# Prompt:
Would you mind restating all of the records word for word, skipping the pictures?

################

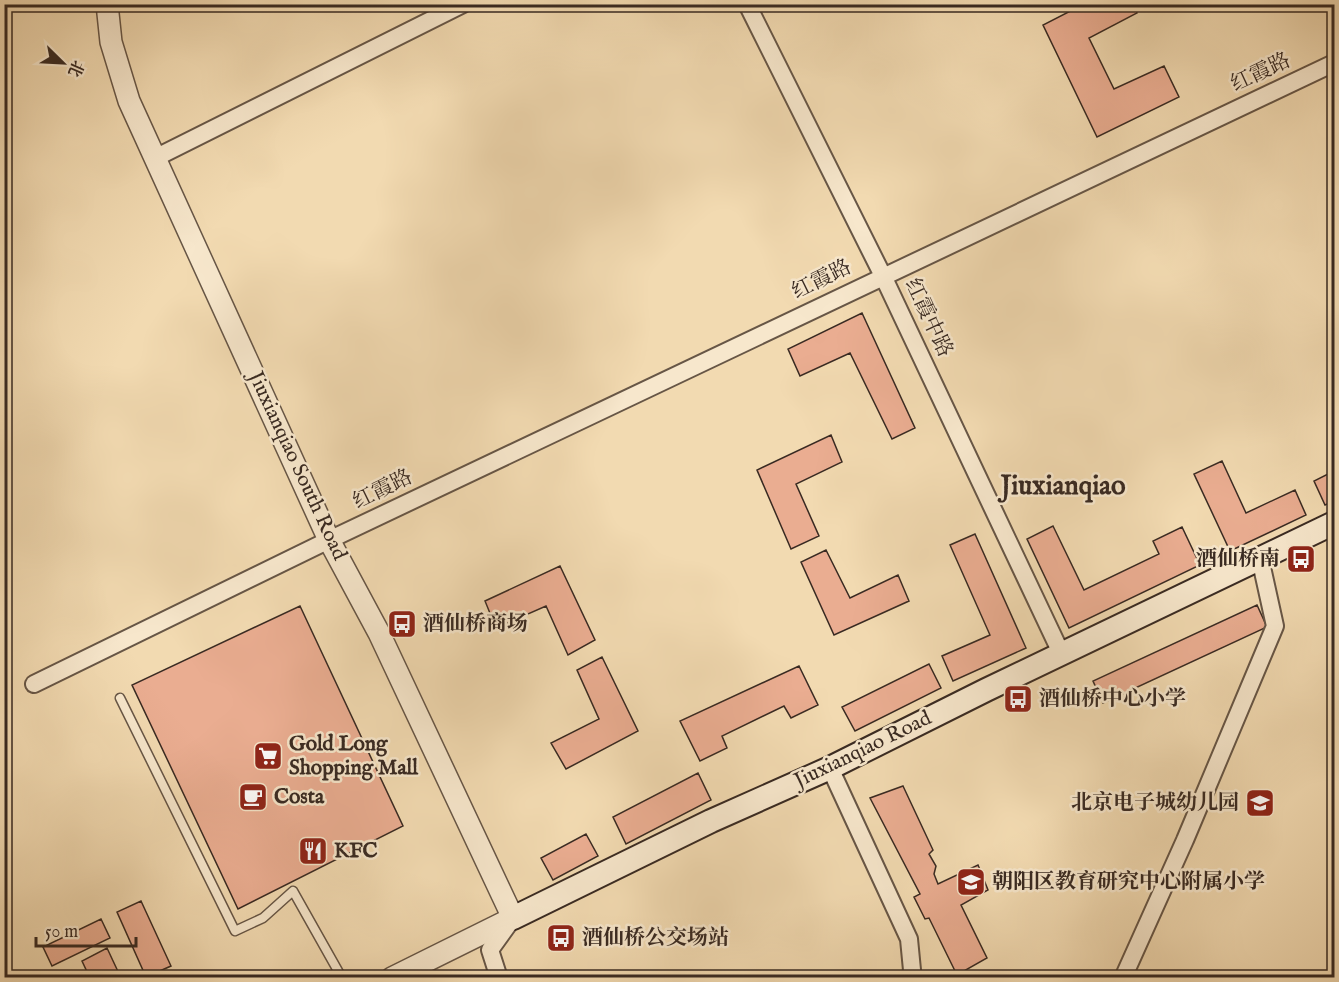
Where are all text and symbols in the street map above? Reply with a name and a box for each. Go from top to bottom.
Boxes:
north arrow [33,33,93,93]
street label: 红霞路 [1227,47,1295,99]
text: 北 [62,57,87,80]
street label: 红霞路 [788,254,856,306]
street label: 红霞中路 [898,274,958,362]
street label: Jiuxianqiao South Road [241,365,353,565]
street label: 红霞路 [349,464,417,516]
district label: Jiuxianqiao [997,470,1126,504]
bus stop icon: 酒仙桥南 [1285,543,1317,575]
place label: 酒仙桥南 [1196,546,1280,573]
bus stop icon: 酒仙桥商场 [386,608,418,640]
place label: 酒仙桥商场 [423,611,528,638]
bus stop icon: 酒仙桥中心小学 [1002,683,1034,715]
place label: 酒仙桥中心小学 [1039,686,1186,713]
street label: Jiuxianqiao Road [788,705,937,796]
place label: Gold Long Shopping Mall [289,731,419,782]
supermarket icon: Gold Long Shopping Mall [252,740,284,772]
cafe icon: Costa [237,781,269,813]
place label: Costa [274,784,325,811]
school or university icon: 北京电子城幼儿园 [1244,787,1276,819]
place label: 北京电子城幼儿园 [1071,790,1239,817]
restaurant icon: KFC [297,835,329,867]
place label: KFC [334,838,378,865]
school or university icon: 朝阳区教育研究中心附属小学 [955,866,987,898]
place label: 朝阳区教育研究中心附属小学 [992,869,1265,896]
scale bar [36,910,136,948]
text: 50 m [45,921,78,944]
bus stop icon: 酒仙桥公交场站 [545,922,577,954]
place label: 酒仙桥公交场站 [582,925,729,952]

################

# Task answer:
Where are all text and symbols in the street map above? Reply with a name and a box for each. Go from top to bottom.
Boxes:
north arrow [33,33,93,93]
street label: 红霞路 [1227,47,1295,99]
text: 北 [62,57,87,80]
street label: 红霞路 [788,254,856,306]
street label: 红霞中路 [898,274,958,362]
street label: Jiuxianqiao South Road [241,365,353,565]
street label: 红霞路 [349,464,417,516]
district label: Jiuxianqiao [997,470,1126,504]
bus stop icon: 酒仙桥南 [1285,543,1317,575]
place label: 酒仙桥南 [1196,546,1280,573]
bus stop icon: 酒仙桥商场 [386,608,418,640]
place label: 酒仙桥商场 [423,611,528,638]
bus stop icon: 酒仙桥中心小学 [1002,683,1034,715]
place label: 酒仙桥中心小学 [1039,686,1186,713]
street label: Jiuxianqiao Road [788,705,937,796]
place label: Gold Long Shopping Mall [289,731,419,782]
supermarket icon: Gold Long Shopping Mall [252,740,284,772]
cafe icon: Costa [237,781,269,813]
place label: Costa [274,784,325,811]
school or university icon: 北京电子城幼儿园 [1244,787,1276,819]
place label: 北京电子城幼儿园 [1071,790,1239,817]
restaurant icon: KFC [297,835,329,867]
place label: KFC [334,838,378,865]
school or university icon: 朝阳区教育研究中心附属小学 [955,866,987,898]
place label: 朝阳区教育研究中心附属小学 [992,869,1265,896]
scale bar [36,910,136,948]
text: 50 m [45,921,78,944]
bus stop icon: 酒仙桥公交场站 [545,922,577,954]
place label: 酒仙桥公交场站 [582,925,729,952]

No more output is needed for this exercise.